Sunday, February 20, 2011


½ kg. bihon, soaked in water until softened then drain
Palabok Sauce
¼ cup atsuete seeds soak in
¼ cup water
2 cups shrimp juice
6 tablespoons Gold Medal all-purpose flour
½ cup water
Salt or patis and pepper
1 cup cooked pork, cut into strips
2 pcs. fried tokwa, cubed
½ cup flaked tinapa
½ cup pounded chicharon
2 eggs hard (boiled then sliced)
½ cup boiled and shelled shrimps
½ cup finely chopped spring onions
1 tbsp. fried garlic

1. Prepare palabok sauce: Strain atsuete then combine atsuete water with shrimp juice in a saucepan. Disperse flour in water then add to the pan. Bring to a boil and cook with constant stirring until thick. Season to taste.

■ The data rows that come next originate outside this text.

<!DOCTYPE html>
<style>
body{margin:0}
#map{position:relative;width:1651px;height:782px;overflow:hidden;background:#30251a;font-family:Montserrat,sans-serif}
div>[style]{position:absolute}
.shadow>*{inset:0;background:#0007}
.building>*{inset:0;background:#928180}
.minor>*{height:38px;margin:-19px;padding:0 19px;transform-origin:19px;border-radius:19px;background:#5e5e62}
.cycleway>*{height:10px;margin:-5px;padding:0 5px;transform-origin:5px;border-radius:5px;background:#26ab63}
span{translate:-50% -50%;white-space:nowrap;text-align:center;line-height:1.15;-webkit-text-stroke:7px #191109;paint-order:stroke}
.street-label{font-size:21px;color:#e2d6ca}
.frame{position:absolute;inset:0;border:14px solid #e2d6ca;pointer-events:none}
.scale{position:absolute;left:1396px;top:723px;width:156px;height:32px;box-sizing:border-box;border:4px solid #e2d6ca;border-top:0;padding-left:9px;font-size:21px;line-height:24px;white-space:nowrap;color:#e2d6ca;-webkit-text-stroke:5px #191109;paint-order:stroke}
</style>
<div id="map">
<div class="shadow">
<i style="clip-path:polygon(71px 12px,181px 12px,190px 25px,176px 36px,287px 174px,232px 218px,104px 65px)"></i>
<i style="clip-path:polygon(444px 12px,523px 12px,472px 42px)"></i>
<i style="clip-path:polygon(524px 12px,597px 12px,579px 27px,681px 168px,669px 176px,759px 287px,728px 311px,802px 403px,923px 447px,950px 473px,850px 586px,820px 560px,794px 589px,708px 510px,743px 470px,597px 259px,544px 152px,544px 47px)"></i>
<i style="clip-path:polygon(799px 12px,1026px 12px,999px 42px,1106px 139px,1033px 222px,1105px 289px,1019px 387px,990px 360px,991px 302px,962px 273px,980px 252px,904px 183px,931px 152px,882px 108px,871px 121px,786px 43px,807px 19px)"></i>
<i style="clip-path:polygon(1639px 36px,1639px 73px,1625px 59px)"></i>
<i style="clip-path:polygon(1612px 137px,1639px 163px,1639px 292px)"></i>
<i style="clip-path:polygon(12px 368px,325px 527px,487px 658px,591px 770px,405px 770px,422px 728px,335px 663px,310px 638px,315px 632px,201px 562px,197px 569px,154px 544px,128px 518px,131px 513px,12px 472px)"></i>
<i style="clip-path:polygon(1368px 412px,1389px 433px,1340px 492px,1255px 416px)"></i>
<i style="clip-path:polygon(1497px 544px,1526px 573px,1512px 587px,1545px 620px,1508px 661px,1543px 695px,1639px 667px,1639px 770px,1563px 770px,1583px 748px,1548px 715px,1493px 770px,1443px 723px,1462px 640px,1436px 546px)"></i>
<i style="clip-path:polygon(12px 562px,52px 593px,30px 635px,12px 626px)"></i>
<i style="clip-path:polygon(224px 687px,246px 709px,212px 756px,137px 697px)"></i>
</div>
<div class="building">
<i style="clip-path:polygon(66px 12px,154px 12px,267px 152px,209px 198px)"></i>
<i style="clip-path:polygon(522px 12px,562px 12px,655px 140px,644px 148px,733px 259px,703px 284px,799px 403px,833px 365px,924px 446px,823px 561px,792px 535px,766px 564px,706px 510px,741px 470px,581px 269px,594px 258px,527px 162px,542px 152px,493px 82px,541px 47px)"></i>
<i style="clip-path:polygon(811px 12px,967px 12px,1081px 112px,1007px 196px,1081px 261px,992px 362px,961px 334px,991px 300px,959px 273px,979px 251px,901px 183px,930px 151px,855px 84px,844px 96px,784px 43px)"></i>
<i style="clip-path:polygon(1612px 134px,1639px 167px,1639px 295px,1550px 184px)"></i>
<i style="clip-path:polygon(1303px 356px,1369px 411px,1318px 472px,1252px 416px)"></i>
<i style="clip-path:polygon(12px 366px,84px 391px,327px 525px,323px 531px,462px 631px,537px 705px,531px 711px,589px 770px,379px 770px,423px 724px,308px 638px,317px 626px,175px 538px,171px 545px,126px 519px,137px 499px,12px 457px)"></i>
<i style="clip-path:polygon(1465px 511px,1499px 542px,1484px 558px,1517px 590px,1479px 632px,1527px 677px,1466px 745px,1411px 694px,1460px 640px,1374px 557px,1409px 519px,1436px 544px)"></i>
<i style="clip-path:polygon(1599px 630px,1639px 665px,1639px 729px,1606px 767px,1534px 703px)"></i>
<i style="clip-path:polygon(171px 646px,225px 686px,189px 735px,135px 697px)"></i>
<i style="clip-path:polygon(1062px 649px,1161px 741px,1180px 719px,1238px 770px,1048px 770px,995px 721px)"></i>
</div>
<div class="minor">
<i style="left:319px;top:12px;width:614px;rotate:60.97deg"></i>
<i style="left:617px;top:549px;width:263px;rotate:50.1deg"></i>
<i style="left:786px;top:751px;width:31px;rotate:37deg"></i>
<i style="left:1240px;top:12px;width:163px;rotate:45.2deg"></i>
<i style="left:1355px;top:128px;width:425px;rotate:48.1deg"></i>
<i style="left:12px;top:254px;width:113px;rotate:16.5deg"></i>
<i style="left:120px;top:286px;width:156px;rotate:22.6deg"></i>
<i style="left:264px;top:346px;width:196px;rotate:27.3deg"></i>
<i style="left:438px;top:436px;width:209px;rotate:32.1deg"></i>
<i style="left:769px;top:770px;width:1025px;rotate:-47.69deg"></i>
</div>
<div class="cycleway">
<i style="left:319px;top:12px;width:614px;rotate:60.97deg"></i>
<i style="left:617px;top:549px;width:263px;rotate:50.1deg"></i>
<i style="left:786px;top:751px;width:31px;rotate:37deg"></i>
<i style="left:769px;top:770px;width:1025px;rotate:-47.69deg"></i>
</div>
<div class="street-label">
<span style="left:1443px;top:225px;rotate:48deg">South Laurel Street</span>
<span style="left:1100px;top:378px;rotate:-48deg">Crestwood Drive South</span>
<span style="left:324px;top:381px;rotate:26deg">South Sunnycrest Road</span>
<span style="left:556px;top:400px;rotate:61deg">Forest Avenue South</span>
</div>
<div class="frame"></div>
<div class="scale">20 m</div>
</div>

2. Boil water in a pot. Place noodles in a bamboo strainer. Dip in the boiling water and cook until tender but firm. Drain well. Transfer to a platter.
3. Top noodles with sauce. Over the sauce, arrange the pork and tokwa pieces. Sprinkle with tinapa and chicharon. Garnish with sliced egg, shrimps, spring onions and garlic. Serve with calamansi.